“If you are presented a great opportunity-take it...you are only gonna be in that spot once! It's not a race.”
Ed Billings, the leader of my cross-country ride in 2015, gave us the above piece of advice before we started this trip. Our plan today was to ride about 84 miles and camp at Bear Ridge, but this afternoon we stumbled upon exactly the kind of opportunity that Ed was talking about.
We had spent the morning climbing and descending 3,500 feet over Sherman Pass, then pedaling up into Kettle Falls and over some rolling hills into Colville. The cool morning temperatures hadn’t lasted long, and by midday it was above 90 degrees. There was a pretty serious ascent out of Colville, perhaps the steepest climbing we’ve seen so far. The sun was beating down hard and shady spots were few and far between.
Our maps indicated that there was a biker hostel ahead and we stopped there, hoping to fill up our water before pushing the last 24 miles into camp. Shelley and Barry, the owners of the hostel, have been hosting cyclists on their property here for nine years. While we filled our bottles and mentally prepared to head back out into the heat for a few more hours, they offered us clean beds, showers, a washer and dryer for laundry, and a home-cooked dinner. So much for those last 24 miles.

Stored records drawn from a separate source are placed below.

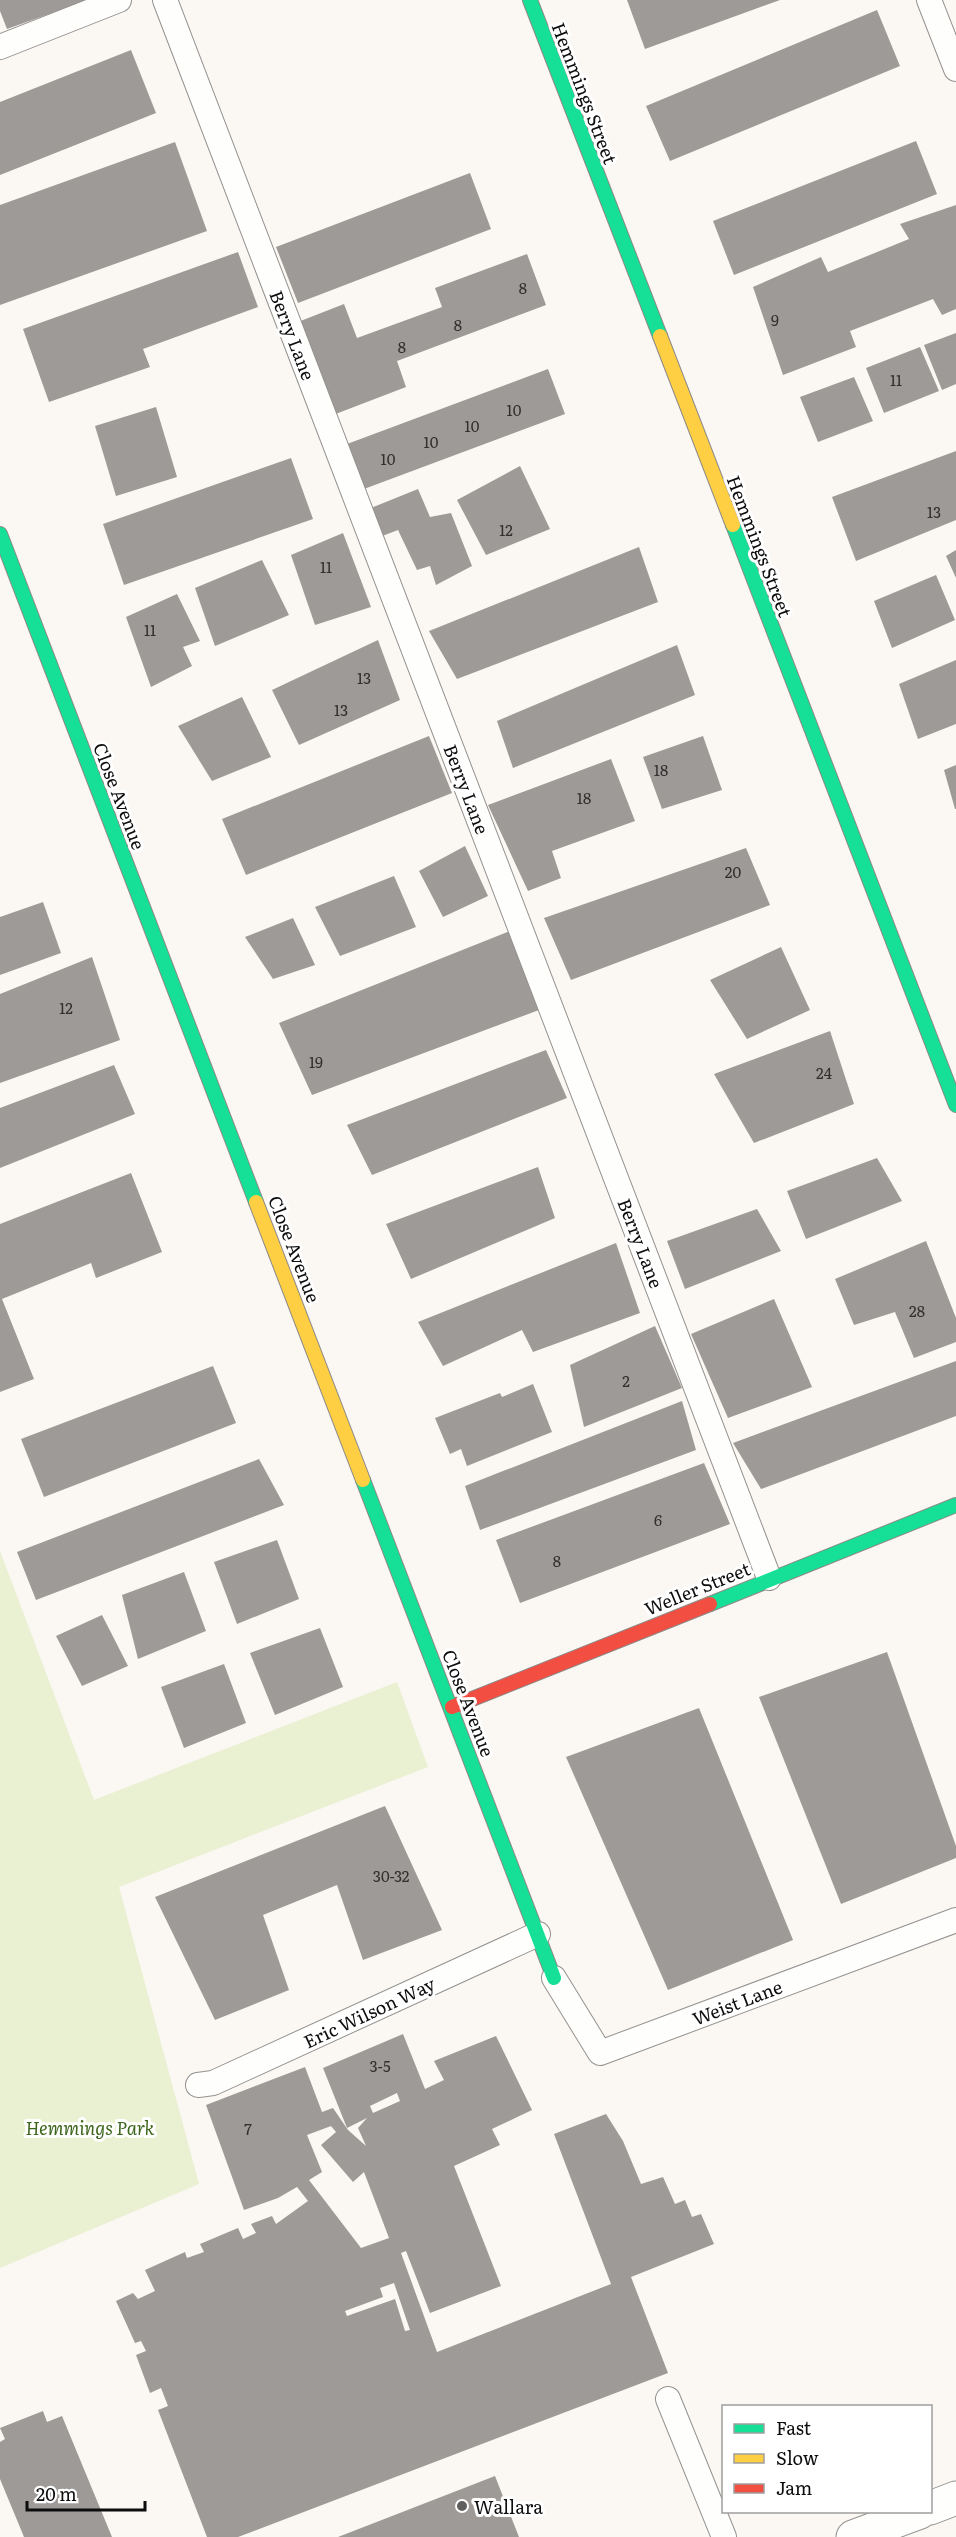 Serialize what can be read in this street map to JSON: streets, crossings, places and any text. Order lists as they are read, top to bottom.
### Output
{
  "streets": {
    "street": ["Hemmings Street", "Close Avenue", "Weller Street"],
    "lane": ["Berry Lane", "Weist Lane", "Eric Wilson Way"]
  },
  "crossings": [
    ["Berry Lane", "Weller Street"],
    ["Close Avenue", "Weller Street"],
    ["Close Avenue", "Weist Lane"],
    ["Close Avenue", "Eric Wilson Way"]
  ],
  "parks": ["Hemmings Park"],
  "places": ["Wallara"],
  "house_numbers": [
    "8",
    "9",
    "8",
    "8",
    "11",
    "10",
    "10",
    "10",
    "10",
    "13",
    "12",
    "11",
    "11",
    "13",
    "13",
    "18",
    "18",
    "20",
    "12",
    "19",
    "24",
    "28",
    "2",
    "6",
    "8",
    "30-32",
    "3-5",
    "7"
  ],
  "legend": ["Fast", "Slow", "Jam"],
  "scale_bar": "20 m"
}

We are only the second group of cyclists who have come through this touring season, and the hostel was still not fully set up, so we were more than happy to help unload boxes, vacuum the floors, and clean the bathrooms. After we finished tidying up, we headed over to Shelly and Barry’s house where they host a weekly Friday dinner with a variety of guests, including any bikers that happen to be spending the night. Dinner consisted of three separate homemade soups with fresh vegetables, one of which was made with morels collected by one of the guests (a distinguished mushroom hunter who had gathered 25 gallons of morels the day before). Dessert was a selection of no fewer than eight varieties of ice cream.
All of the food was delicious, but what made the night was the communal atmosphere of the meal. There were fifteen guests in total, including Shelley, Barry, the three of us, and two other cyclists. Most of us had never met before but, by the end of the meal, we had gotten to know everyone and felt truly at home.
We cannot thank Shelley and Barry enough for their generosity and their willingness to open up their home to complete strangers. We also owe a huge thanks to Ed Billings for reminding us to enjoy opportunities like this.